Honey Quinoa Chicken Nuggets

Prep Time: 20 min
Cook Time: 20 min
Serves: 4

Chicken fingers are at the top of the most requested dinner list in some homes, so the healthier you can make them the better. Substituting super nutritious quinoa for the usual “white bread” coating and replacing frying with baking are two smart steps in the right direction. Honey is a popular dip for chicken fingers, so I’ve added it to the quinoa coating to naturally sweeten the pot – in a most virtuous way. When cooking just for children, I do not always add Dijon. But when cooking for adults, I find it adds another level of flavour that works well with the honey.

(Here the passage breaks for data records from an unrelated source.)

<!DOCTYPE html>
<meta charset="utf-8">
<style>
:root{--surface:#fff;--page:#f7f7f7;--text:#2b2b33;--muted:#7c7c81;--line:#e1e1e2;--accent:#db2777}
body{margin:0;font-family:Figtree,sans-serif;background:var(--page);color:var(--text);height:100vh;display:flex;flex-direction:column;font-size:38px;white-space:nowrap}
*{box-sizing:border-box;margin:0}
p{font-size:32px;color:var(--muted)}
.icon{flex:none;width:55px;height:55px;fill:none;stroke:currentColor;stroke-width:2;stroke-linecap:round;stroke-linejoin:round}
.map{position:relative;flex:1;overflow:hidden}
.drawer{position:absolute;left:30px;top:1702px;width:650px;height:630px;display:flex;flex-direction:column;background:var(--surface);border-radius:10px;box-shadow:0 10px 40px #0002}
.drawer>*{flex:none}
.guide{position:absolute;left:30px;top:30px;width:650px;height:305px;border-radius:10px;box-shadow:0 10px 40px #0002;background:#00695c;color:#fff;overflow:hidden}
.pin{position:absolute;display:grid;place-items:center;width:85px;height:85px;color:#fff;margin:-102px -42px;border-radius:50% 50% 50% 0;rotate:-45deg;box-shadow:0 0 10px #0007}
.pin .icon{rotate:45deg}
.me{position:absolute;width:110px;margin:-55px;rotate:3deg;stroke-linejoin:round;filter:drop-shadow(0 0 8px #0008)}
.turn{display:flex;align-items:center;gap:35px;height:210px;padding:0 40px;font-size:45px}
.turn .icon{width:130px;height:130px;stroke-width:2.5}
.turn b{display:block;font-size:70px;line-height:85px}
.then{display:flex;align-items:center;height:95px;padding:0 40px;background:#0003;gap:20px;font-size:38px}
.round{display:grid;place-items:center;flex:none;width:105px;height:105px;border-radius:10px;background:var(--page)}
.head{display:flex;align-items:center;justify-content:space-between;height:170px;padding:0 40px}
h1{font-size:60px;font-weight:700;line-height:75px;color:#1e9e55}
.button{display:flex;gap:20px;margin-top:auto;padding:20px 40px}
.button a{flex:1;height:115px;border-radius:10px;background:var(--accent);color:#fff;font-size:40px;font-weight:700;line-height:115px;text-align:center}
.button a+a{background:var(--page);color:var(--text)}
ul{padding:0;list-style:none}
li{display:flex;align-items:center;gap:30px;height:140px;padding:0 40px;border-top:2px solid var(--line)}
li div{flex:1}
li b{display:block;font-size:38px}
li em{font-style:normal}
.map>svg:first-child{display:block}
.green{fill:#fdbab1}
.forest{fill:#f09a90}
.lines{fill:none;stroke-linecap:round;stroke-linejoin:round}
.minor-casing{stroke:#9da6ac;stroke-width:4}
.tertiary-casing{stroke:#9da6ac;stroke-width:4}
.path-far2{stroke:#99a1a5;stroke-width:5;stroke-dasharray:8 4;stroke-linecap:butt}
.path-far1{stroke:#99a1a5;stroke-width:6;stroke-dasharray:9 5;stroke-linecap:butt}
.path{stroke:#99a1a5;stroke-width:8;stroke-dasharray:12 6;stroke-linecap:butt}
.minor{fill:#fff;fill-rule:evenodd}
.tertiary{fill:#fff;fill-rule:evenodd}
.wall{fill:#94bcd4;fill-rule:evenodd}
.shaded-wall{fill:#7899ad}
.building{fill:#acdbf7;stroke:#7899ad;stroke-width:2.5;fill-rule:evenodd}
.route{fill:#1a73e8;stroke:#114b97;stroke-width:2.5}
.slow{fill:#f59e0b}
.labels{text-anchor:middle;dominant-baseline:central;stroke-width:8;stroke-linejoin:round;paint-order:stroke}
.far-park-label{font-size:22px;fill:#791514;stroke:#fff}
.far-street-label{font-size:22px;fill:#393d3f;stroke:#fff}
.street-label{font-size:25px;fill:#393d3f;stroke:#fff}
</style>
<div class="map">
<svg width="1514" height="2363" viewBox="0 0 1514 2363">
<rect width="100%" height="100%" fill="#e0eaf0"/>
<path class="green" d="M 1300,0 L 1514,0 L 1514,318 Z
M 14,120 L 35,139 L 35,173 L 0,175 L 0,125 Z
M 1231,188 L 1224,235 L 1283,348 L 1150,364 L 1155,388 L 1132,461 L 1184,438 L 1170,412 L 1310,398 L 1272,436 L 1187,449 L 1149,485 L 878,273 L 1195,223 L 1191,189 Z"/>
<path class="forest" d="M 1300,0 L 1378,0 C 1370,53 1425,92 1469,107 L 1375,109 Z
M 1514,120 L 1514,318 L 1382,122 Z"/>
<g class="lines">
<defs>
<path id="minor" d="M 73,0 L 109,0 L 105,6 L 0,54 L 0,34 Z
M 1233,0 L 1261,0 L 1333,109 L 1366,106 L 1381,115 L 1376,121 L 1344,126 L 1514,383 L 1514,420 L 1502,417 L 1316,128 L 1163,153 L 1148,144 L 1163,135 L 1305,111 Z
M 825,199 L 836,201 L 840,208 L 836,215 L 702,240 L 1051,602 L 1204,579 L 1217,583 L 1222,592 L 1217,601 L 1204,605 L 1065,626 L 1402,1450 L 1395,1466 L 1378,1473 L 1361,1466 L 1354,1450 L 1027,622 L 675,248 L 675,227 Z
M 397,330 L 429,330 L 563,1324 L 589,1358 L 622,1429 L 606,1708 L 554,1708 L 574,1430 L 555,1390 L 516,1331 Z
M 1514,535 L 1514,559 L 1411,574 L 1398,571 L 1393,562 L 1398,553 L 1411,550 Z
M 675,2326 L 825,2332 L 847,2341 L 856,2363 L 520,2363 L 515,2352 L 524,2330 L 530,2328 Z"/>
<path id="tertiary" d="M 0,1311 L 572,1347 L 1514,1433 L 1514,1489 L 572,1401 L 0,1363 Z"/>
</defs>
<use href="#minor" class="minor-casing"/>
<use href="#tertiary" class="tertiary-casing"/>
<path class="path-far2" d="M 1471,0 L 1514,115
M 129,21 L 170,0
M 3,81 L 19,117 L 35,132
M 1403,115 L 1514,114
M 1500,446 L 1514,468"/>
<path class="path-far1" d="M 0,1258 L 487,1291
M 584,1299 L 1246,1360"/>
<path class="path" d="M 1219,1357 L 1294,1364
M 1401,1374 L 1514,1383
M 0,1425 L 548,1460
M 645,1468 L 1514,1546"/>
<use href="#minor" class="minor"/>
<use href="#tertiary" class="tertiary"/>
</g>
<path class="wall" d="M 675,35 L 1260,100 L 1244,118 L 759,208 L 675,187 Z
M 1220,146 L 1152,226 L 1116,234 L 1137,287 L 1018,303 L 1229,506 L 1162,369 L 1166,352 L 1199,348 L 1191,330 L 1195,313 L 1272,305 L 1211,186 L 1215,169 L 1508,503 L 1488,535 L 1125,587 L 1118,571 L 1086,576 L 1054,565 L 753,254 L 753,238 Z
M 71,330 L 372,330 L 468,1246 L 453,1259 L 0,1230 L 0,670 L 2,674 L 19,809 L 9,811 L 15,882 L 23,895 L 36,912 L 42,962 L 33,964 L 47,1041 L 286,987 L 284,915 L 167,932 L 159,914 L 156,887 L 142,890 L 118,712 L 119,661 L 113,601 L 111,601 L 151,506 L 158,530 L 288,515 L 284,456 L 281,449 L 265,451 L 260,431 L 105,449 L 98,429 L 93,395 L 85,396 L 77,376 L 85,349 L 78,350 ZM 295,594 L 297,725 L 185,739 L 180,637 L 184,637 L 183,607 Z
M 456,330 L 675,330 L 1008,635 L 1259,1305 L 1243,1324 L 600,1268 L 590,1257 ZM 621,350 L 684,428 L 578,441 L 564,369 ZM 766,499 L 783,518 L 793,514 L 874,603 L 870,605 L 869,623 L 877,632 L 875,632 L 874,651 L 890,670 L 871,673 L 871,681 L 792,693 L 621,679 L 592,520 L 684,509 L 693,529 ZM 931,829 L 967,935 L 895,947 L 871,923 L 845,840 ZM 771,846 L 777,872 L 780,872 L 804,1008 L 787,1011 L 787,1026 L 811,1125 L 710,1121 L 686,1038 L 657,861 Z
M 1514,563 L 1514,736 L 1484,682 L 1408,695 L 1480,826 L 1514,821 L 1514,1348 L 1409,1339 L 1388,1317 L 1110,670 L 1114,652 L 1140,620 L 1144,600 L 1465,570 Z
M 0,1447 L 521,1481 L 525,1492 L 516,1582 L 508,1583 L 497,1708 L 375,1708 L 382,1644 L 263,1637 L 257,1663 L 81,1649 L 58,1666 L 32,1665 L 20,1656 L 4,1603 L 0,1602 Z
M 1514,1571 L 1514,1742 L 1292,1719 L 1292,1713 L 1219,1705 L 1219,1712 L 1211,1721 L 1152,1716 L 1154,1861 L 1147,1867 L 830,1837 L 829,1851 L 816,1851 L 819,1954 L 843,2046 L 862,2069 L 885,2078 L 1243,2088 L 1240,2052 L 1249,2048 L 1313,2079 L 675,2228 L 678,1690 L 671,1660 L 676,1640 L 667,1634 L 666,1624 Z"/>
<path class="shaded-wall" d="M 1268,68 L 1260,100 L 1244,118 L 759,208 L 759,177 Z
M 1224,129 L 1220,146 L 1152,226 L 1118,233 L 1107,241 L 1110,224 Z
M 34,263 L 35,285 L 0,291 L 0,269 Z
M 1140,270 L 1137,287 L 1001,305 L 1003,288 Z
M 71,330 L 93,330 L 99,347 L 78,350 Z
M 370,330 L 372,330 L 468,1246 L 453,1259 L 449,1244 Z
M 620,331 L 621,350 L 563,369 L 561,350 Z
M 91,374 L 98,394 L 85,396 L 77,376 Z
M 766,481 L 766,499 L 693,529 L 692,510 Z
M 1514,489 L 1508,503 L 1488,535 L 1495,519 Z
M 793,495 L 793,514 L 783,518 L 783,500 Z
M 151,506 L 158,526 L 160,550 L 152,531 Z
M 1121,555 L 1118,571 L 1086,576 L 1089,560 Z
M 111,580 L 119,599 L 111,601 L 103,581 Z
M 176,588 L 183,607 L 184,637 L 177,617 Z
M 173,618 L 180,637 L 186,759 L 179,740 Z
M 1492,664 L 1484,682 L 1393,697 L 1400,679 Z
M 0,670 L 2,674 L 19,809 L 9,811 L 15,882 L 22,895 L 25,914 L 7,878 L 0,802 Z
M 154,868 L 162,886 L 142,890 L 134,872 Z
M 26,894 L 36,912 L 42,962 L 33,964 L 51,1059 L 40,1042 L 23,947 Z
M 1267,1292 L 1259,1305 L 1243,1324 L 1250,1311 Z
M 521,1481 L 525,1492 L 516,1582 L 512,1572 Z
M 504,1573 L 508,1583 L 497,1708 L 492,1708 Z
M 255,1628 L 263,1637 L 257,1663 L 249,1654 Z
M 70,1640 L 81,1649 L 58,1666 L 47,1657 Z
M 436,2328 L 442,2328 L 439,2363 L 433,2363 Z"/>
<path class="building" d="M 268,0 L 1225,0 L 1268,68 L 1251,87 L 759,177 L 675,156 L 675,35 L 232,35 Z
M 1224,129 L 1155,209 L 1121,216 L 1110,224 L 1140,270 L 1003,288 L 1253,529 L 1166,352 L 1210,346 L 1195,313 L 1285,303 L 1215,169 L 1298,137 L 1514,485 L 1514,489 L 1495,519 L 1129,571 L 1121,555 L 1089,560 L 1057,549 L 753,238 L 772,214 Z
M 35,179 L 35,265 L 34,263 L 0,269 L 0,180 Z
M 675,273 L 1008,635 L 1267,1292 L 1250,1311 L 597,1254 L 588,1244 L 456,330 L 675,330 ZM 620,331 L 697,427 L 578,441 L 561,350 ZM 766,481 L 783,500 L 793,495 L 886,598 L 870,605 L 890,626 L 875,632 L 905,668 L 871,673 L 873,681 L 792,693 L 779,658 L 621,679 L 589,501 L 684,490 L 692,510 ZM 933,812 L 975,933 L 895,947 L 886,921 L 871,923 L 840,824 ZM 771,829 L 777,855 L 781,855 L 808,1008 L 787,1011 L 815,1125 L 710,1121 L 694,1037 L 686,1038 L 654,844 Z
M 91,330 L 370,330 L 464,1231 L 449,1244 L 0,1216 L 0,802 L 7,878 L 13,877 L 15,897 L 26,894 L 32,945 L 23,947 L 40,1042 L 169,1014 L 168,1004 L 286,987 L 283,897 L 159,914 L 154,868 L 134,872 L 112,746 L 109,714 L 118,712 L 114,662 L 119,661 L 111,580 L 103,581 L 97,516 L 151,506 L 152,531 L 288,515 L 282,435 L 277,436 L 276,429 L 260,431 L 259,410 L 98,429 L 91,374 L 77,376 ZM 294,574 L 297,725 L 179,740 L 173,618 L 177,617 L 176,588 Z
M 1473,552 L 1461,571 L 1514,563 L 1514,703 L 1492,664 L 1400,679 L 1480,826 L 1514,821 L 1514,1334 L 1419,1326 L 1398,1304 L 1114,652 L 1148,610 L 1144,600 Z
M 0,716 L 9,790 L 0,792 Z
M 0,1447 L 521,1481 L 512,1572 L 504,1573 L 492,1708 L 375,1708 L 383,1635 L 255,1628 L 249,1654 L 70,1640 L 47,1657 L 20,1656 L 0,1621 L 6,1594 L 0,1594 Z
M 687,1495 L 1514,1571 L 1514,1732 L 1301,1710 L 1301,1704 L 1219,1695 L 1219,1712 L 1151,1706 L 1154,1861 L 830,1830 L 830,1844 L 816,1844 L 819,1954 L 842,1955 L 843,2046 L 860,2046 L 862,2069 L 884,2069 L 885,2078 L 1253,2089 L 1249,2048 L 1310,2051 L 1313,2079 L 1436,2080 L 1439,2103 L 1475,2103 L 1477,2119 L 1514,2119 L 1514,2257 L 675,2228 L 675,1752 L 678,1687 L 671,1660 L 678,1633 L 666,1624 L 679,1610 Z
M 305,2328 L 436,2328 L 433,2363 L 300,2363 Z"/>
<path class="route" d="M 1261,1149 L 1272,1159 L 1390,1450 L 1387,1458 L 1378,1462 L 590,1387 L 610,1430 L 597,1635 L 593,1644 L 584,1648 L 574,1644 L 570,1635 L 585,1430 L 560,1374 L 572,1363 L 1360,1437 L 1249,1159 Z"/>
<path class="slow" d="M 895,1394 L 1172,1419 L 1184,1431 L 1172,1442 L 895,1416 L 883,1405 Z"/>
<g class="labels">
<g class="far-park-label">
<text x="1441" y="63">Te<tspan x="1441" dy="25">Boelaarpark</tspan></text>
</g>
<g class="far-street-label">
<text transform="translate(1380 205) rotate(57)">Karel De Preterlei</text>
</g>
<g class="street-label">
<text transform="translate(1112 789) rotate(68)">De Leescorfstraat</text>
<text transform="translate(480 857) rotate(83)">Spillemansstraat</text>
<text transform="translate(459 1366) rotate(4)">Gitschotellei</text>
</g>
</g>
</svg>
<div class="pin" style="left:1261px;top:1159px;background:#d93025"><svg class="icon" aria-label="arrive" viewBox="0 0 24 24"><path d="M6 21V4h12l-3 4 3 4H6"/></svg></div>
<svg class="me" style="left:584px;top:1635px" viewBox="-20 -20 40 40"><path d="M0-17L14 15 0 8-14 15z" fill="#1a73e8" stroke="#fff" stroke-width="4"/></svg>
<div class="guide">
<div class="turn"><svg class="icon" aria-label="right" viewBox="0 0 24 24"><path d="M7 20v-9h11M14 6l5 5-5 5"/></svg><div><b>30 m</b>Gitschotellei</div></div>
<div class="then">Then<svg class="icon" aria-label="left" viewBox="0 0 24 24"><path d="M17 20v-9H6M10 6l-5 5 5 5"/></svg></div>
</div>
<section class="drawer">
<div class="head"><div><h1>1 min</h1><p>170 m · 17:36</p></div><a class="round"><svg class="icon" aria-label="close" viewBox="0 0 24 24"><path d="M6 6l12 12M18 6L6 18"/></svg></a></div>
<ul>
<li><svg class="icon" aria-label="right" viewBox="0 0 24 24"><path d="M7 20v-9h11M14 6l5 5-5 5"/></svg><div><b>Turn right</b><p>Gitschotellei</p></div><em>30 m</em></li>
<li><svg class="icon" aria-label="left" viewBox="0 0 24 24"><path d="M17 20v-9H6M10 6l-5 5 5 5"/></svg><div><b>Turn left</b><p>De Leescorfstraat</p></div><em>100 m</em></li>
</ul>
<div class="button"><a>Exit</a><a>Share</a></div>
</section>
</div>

6 skinless boneless chicken thighs
3 skinless boneless breasts
2 eggs
1/2 tsp (2.5 mL) salt
2 tbsp (30 mL) liquid honey
1 tbsp (15 mL) Dijon (optional)
1 tsp (5 mL) poultry seasoning (optional)
1/2 cup (125 mL) all-purpose flour
2 cups (500 mL) cooked quinoa


1 Heat oven to 400°F (200°C). Trim any fat from chicken. Cut into “two-bite” size pieces – thighs into 3 pieces and breasts into 6 pieces – keeping them as similar in size as possible. In a medium size bowl, whisk eggs with salt, honey, Dijon and poultry seasoning if using. Place flour and quinoa in separate bowls.
2 Coat a piece of chicken with flour, then shaking off excess, place in egg mixture and turn to coat. Letting excess drip off, place in quinoa and gently press down. Turn and press again to lightly coat. Set on a parchment paper lined baking sheet. Repeat with remaining chicken.
3 Bake in center of a 400°F (200°C) oven until golden and no pink remains in chicken, about 20 minutes. Nuggets should reach an internal temperature of 165°F (74°C).